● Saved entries
..........

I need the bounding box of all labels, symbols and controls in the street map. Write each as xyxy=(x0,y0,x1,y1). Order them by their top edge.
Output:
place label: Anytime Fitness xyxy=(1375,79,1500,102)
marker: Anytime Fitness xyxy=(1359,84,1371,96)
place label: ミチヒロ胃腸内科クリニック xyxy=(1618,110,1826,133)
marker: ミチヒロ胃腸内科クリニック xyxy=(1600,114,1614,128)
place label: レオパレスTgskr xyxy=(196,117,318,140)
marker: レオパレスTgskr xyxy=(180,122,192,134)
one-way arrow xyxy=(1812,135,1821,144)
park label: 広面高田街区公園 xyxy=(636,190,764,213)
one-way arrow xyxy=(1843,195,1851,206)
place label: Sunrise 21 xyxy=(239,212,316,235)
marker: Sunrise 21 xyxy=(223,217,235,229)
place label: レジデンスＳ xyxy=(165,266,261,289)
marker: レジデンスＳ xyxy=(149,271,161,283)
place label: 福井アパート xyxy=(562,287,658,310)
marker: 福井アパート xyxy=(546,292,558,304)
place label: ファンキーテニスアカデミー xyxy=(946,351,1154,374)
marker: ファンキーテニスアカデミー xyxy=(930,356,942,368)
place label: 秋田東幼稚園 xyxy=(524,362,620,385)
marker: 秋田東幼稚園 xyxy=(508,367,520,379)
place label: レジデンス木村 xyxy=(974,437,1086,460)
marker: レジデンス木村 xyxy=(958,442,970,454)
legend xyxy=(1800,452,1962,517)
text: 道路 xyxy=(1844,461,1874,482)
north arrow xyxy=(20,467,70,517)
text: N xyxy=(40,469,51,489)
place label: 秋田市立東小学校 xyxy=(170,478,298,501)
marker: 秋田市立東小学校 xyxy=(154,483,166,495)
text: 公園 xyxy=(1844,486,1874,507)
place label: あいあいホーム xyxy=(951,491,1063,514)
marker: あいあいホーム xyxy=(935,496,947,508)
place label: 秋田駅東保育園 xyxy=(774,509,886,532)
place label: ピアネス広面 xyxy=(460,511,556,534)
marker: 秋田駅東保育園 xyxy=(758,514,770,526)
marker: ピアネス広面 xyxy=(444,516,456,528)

..........

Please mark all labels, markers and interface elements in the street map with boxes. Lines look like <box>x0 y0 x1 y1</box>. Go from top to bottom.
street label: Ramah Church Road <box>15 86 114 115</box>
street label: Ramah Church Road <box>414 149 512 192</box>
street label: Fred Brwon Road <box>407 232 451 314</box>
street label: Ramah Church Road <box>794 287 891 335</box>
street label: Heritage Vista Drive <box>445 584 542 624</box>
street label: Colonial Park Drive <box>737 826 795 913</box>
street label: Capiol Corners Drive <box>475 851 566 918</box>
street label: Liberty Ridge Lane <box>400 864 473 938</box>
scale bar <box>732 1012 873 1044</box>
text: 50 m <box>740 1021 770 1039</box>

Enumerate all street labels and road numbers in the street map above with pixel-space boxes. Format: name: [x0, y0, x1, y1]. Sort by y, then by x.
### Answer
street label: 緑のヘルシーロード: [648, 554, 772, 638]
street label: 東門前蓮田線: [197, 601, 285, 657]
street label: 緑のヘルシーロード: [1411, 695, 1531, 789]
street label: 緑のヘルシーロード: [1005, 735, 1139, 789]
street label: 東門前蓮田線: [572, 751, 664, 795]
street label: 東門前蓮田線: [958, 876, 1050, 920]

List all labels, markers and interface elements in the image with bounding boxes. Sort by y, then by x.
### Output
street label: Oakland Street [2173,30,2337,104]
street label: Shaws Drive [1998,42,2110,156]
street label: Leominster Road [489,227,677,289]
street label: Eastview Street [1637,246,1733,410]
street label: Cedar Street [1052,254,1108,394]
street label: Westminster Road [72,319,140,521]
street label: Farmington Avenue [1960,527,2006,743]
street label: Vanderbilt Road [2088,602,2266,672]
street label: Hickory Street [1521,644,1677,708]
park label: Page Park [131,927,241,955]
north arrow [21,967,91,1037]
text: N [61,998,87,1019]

..........

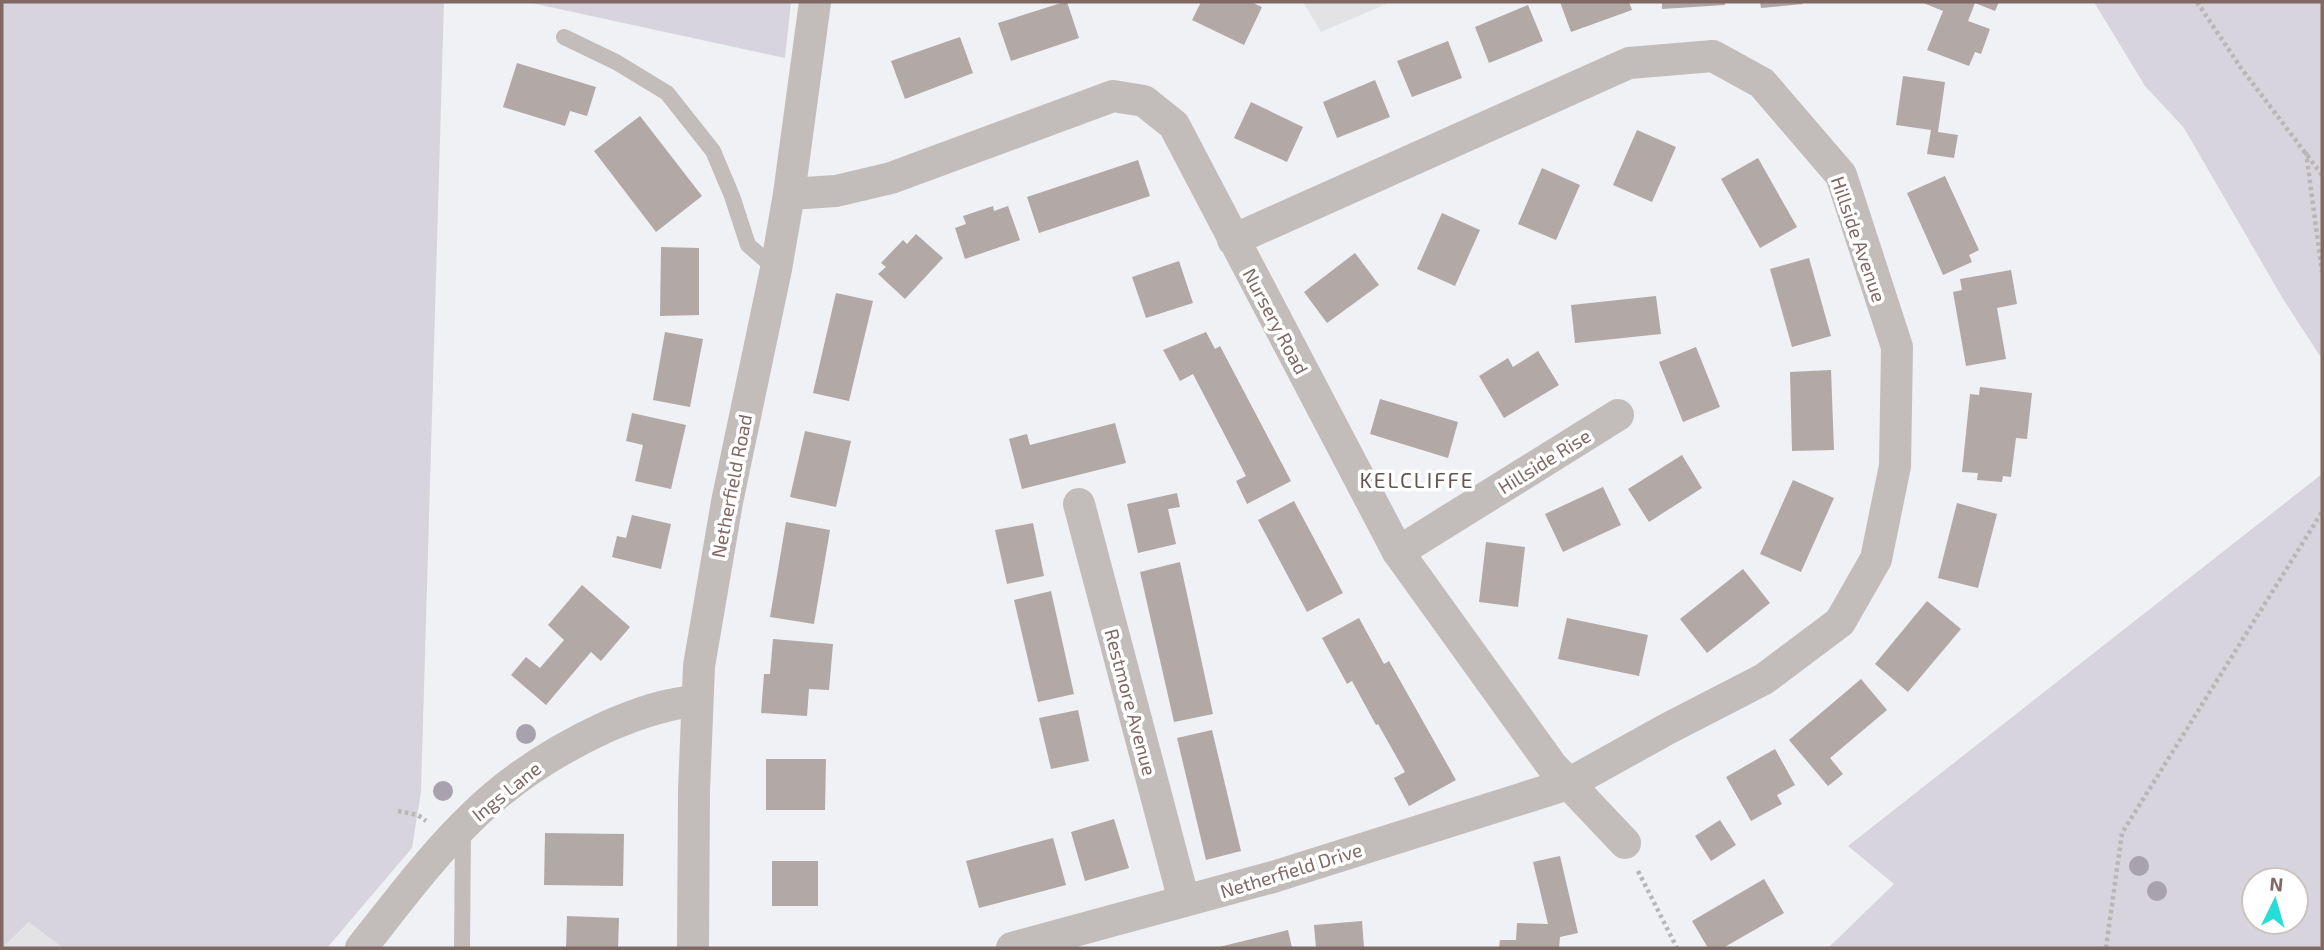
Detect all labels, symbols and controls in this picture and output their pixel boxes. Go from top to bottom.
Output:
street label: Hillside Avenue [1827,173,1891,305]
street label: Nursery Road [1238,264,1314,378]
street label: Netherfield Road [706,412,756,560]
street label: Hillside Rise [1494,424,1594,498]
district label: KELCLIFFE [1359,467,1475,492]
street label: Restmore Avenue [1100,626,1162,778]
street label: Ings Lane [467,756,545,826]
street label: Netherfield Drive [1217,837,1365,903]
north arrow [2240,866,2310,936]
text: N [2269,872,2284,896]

..........

● YOUR INSTRUCTIONS
Reading the records above, count the lines that include "bounding" and say only how many.

● ANSWER FOR THE TASK
2